Pradeep Prachi, Friedman Katie Paul, Judson Richard
Oak Ridge Institute for Science and Education, Oak Ridge, Tennessee.
Center for Computational Toxicology and Exposure, Office of Research and Development, U.S. Environmental Protection Agency, Research Triangle Park, North Carolina.
Comput Toxicol. 2020 Nov 1;16(November 2020). doi: 10.1016/j.comtox.2020.100139.
Human health risk assessment for environmental chemical exposure is limited by a vast majority of chemicals with little or no experimental toxicity data. Data gap filling techniques, such as quantitative structure activity relationship (QSAR) models based on chemical structure information, can predict hazard in the absence of experimental data. Risk assessment requires identification of a quantitative point-of-departure (POD) value, the point on the dose-response curve that marks the beginning of a low-dose extrapolation. This study presents two sets of QSAR models to predict POD values (POD) for repeat dose toxicity. For training and validation, a publicly available toxicity dataset for 3592 chemicals was compiled using the U.S. Environmental Protection Agency's Toxicity Value database (ToxValDB). The first set of QSAR models predict point-estimates of POD values (POD) using structural and physicochemical descriptors for repeat dose study types and species combinations. A random forest QSAR model using study type and species as descriptors showed the best performance, with an external test set root mean square error (RMSE) of 0.71 log-mg/kg/day and coefficient of determination (R) of 0.53. The second set of QSAR models predict the 95% confidence intervals for POD using a constructed POD distribution with a mean equal to the median POD value and a standard deviation of 0.5 log-mg/kg/day, based on previously published typical study-to-study variability that may lead to uncertainty in model predictions. Bootstrap resampling of the pre-generated POD distribution was used to derive point-estimates and 95% confidence intervals for each POD prediction. Enrichment analysis to evaluate the accuracy of POD showed that 80% of the 5% most potent chemicals were found in the top 20% of the most potent chemical predictions, suggesting that the repeat dose POD QSAR models presented here may help inform screening level human health risk assessments in the absence of other data.

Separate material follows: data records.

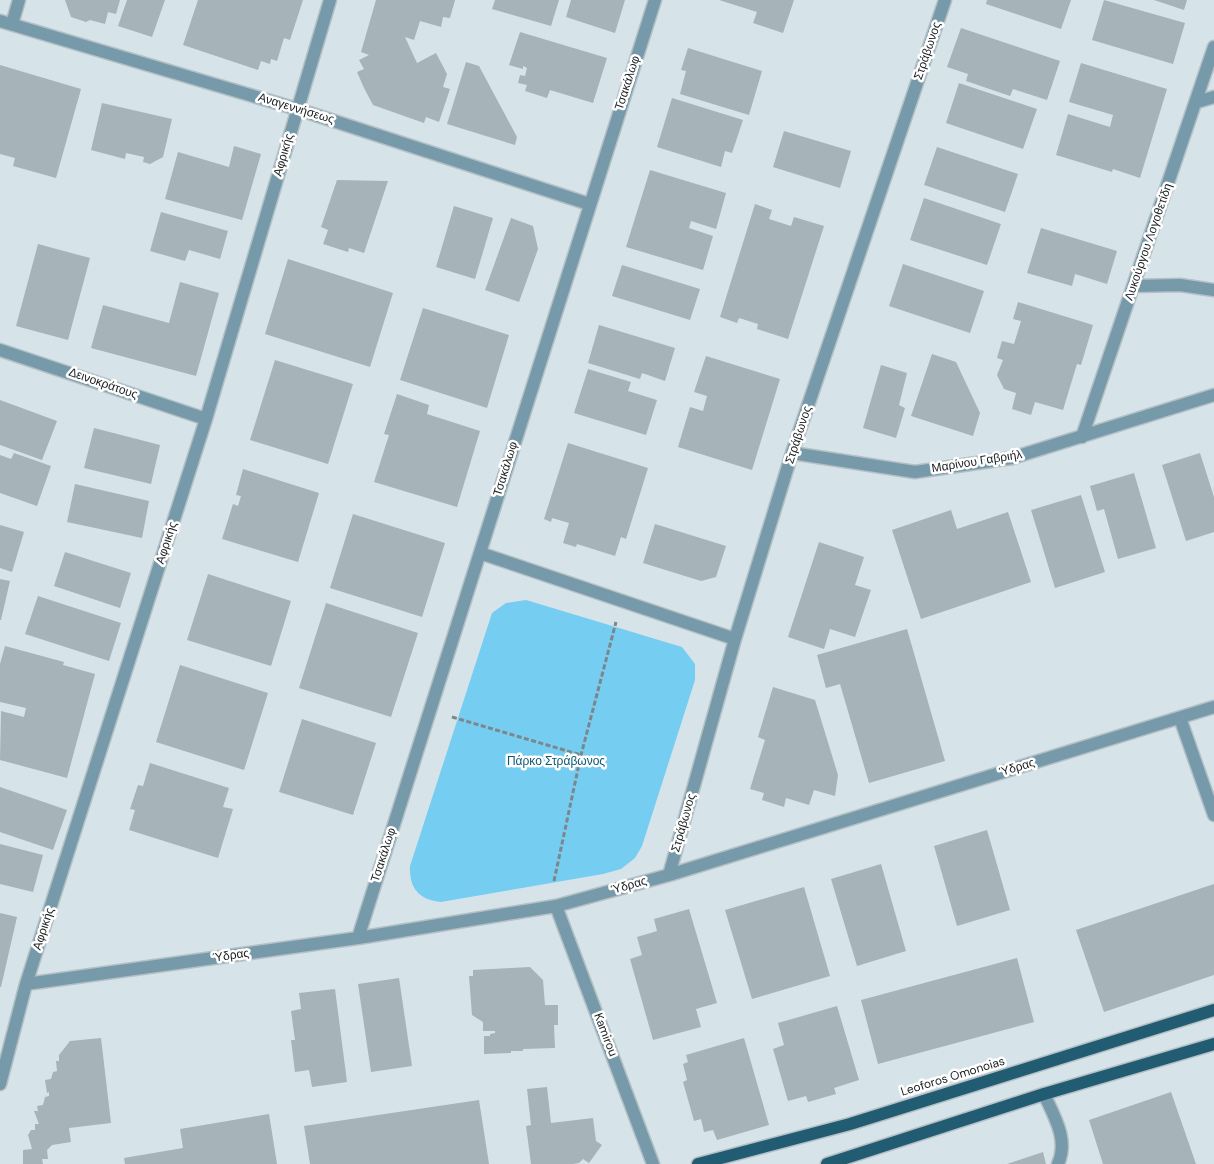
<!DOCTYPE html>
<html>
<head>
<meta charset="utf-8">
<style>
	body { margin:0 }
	canvas { display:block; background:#d6e3e9 }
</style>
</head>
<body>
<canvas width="1214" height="1164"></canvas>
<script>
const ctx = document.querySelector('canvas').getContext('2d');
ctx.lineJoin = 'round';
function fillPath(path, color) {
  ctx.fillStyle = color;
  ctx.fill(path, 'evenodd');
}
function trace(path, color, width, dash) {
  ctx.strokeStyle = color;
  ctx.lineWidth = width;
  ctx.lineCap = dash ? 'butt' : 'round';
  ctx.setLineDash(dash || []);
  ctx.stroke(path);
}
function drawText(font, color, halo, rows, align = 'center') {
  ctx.font = font + ' "DM Sans",sans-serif';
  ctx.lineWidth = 5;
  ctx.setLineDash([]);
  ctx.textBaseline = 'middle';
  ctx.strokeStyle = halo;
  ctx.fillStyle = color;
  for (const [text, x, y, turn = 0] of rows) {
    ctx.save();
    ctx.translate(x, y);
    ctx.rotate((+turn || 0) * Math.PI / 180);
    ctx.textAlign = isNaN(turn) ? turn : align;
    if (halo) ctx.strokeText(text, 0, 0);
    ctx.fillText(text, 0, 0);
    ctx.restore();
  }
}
fillPath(new Path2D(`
	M526,600L682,647L695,664V680L642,846L635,858L621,869L603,874L441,902C419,900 409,888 410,866L492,613L506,603Z`), '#75cdf1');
fillPath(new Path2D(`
	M65,0H120L116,14L108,12L105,24L90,20L86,22L71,17Z
	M127,0H165L152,37L118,26Z
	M198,0H303L290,40L284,38L277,61L271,59L270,64L261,61L258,70L183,45Z
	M376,0H455L450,18L443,17L441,27L420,21L414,40L405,37L417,63L436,53L447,74L443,87L450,89L439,122L426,117L424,123L373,105L364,88L357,72L364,69L359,60L369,55L361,52Z
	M495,0H559L551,26L492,9Z
	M571,0H625L615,33L566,17Z
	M719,0H794L783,33L753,23L757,12Z
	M987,0H1071L1061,29L986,4Z
	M1104,0L1185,23L1173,64L1092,40Z
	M1154,0H1187L1184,10Z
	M961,28L1060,61L1047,100L1013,89L1010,96L966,81L968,74L947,67Z
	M520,32L607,58L593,103L550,90L547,98L525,91L527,85L518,83L520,75L525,76L527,68L523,66V69L509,65Z
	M688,48L762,71L749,115L680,94L686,71L681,70Z
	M466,62L479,66L517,137L515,145L447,124Z
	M1081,63L1167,89L1140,178L1113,169L1112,172L1056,155L1068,114L1110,127L1113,115L1069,102Z
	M0,65L81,89L56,178L13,166L15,158L0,154Z
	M959,83L1037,109L1023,149L946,123Z
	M672,98L743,120L732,153L725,151L721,167L657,147Z
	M102,103L172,119L163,157L150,164L143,162L144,157L126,153L125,159L91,150Z
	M784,131L851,151L840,188L773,167Z
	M234,146L261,154L242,220L165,199L178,152L229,167Z
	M937,147L1018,174L1005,212L924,185Z
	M650,170L726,193L716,229L691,221L689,228L713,236L703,270L626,247Z
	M337,180L388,181L364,253L349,248L348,252L323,244L328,230L321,227Z
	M924,198L1001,224L987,265L910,240Z
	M755,204L772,210L769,219L791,226L794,217L824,226L788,339L757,329L758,324L739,318L737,323L720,317Z
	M454,206L493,218L475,279L436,267Z
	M161,212L228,231L220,259L189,250L185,261L150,251Z
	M511,218L533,226L538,249L519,302L485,290Z
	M1041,228L1117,251L1107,284L1075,274L1072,286L1027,273Z
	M38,244L90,258L68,340L16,326Z
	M288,259L393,293L370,367L265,334Z
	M903,264L984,291L970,333L889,306Z
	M622,265L700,289L690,320L612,296Z
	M180,282L219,293L196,376L91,348L103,305L169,323Z
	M1018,302L1093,325L1081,365L1077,364L1063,410L1035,402L1031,415L1012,409L1016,393L1004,389L997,375L1003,360L997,358L1002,341L1014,344L1021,321L1013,319Z
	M423,308L509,335L487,408L400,380Z
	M599,325L675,348L665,381L642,373L640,379L588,363Z
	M932,354L956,362L980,413L973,436L911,416Z
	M706,356L780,379L752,470L678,447L690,407L703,411L707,396L694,392Z
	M275,360L353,384L328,464L250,440Z
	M881,365L907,373L899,405L905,408L896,438L863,428Z
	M588,369L631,382L628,391L657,400L646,435L574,413Z
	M397,394L429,405L427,414L480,431L457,507L374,482L389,435L384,434Z
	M0,400L57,421L42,460L0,445Z
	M94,428L160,445L151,484L84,468Z
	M568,443L648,468L626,539L621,537L615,556L577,544L576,547L563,543L569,523L552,518L551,522L544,519Z
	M14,453L51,466L37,506L0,493V455L11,459Z
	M1200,453L1214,497V532L1186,541L1162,465Z
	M243,469L319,493L298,562L222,539L233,504L238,506L241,496L236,495Z
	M1134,473L1156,548L1118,559L1104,509L1097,511L1090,486Z
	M75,484L149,501L142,538L67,522Z
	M1081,495L1105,572L1055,588L1031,510Z
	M951,510L957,529L1008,512L1031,582L921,619L892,530Z
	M353,514L445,543L422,617L330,588Z
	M655,524L726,546L716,577L701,581L643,563Z
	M0,525L24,532L12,572L0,568Z
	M819,542L864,557L855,585L871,590L855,637L830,629L824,649L788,637Z
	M65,552L131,573L120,608L54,586Z
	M208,574L291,601L271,666L187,640Z
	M0,579L10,581L1,620H0Z
	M38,596L121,623L109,661L25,634Z
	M326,603L418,633L391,717L299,688Z
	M907,629L945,761L869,783L840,684L826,688L817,655Z
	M5,646L64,662L63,665L95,674L67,778L0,760L1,711L24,717L26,708L0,702V664Z
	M180,665L268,693L244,770L156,742Z
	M773,687L815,700L838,775L835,796L814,790L809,805L786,798L784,807L762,800L764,793L750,789L765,740L758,737Z
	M302,719L376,743L353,815L279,792Z
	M150,763L229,788L223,807L233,809L218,858L129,830L135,810L130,809L138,785L143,786Z
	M0,787L67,810L53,850L0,832Z
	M987,830L1010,910L957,926L934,846Z
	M0,844L43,855L33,892L0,884Z
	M881,864L906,951L857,966L831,879Z
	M1214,884V975L1104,1012L1076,930Z
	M804,887L830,976L752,999L725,910Z
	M689,909L717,1003L696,1009L701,1027L653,1040L630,959L642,955L637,937L657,931L654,919Z
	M0,913L17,917L1,987H0Z
	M1017,958L1034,1022L878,1064L861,1000Z
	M530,967L543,980L545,1005H558V1025H554L555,1048L523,1049V1051H511V1053L484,1054V1036H490V1034L495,1033V1031H483V1022L472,1015L469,976H473V970Z
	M399,978L412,1066L371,1072L358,984Z
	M335,989L347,1082L312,1087L309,1070L295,1072L291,1040H295L291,1011L301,1009L299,993Z
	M837,1006L859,1080L834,1088L836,1094L808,1102L806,1096L788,1101L773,1049L784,1045L778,1023Z
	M101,1038L111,1123L69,1128L71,1142L52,1145L47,1150L48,1159H42L43,1164H23V1150L32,1149L28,1135L31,1130H35V1124H39L34,1111H38L37,1106L43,1105L45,1097L49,1096V1092L47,1093L45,1080L51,1079L53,1072L57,1071L56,1061H59V1055L70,1041Z
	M744,1038L769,1125L717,1140L713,1130L704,1132L701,1119L694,1121L683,1082L687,1080L683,1064L688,1062L686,1055Z
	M547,1087L551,1123L593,1118L596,1141L602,1145L589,1163L583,1159L579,1163L573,1164H531L526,1126L531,1125L527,1089Z
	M1171,1092L1196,1164H1103L1089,1120Z
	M479,1100L489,1164H310L304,1126Z
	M269,1114L277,1164H125L124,1158L183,1148L180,1129Z
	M1043,1152L1046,1164H1007Z`), '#a6b3b9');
const minor = new Path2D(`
	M0,21L297,109L589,204
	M12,24L19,0
	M1197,102L1214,97
	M1134,286L1180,285L1214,290
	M0,350L206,419
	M1082,437L1214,47
	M792,453L915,472L1012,458L1214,395
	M480,553L735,639
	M1180,718L1214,815
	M669,875L735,639L792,453L945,0
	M556,906L653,1164
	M358,938L655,0
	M26,984L358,938L556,906L669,875L1214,707
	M0,1084L26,984L206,419L330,0
	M1044,1094C1054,1116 1069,1140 1058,1164`);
const major = new Path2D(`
	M698,1164L850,1124L1214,1010
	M827,1164L1044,1094L1214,1044`);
trace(minor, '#b4c0c5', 15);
trace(major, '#b4c0c5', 15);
trace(new Path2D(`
	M452,717L581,755
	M554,881L581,755L616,622`), '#7d868a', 3, [5, 2.5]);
trace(minor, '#769aaa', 12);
trace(major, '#215c73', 12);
drawText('12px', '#1a1f21', '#fff', [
	["Στράβωνος",928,51,-71],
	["Τσακάλωφ",628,83,-72],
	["Αναγεννήσεως",296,109,17],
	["Αφρικής",284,155,-74],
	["Λυκούργου Λογοθετίδη",1149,242,-71],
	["Δεινοκράτους",103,384,19],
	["Στράβωνος",799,435,-72],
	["Μαρίνου Γαβριήλ",977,462,-9],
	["Τσακάλωφ",506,469,-73],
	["Αφρικής",167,543,-72],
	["Ύδρας",1017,768,-17],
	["Στράβωνος",684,823,-74],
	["Τσακάλωφ",384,855,-72],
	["Ύδρας",629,886,-16],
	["Αφρικής",44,929,-72],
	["Ύδρας",231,956,-8],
	["Kamirou",605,1035,69],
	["Leoforos Omonoias",953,1077,-17]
]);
drawText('12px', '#0b5973', '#fff', [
	["Πάρκο Στράβωνος",556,762]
]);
</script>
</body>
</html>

环境化学物质暴露的人体健康风险评估受到绝大多数缺乏或几乎没有实验毒性数据的化学物质的限制。数据缺口填补技术,如基于化学结构信息的定量构效关系(QSAR)模型,可以在没有实验数据的情况下预测危害。风险评估需要确定一个定量的起始点(POD)值,即剂量反应曲线上标志低剂量外推开始的点。本研究提出了两组QSAR模型来预测重复剂量毒性的POD值(POD)。为了进行训练和验证,使用美国环境保护局的毒性值数据库(ToxValDB)编制了一个包含3592种化学物质的公开可用毒性数据集。第一组QSAR模型使用重复剂量研究类型和物种组合的结构和物理化学描述符来预测POD值(POD)的点估计。使用研究类型和物种作为描述符的随机森林QSAR模型表现最佳,外部测试集的均方根误差(RMSE)为0.71 log-毫克/千克/天,决定系数(R)为0.53。第二组QSAR模型基于先前发表的可能导致模型预测不确定性的典型研究间变异性,使用构建的POD分布预测POD的95%置信区间,该分布的均值等于POD值的中位数,标准差为0.5 log-毫克/千克/天。对预先生成的POD分布进行自助重采样,以得出每个POD预测的点估计和95%置信区间。评估POD准确性的富集分析表明,5%最具毒性的化学物质中有80%出现在最具毒性化学物质预测的前20%中,这表明此处提出的重复剂量POD QSAR模型可能有助于在缺乏其他数据的情况下为筛选水平的人体健康风险评估提供信息。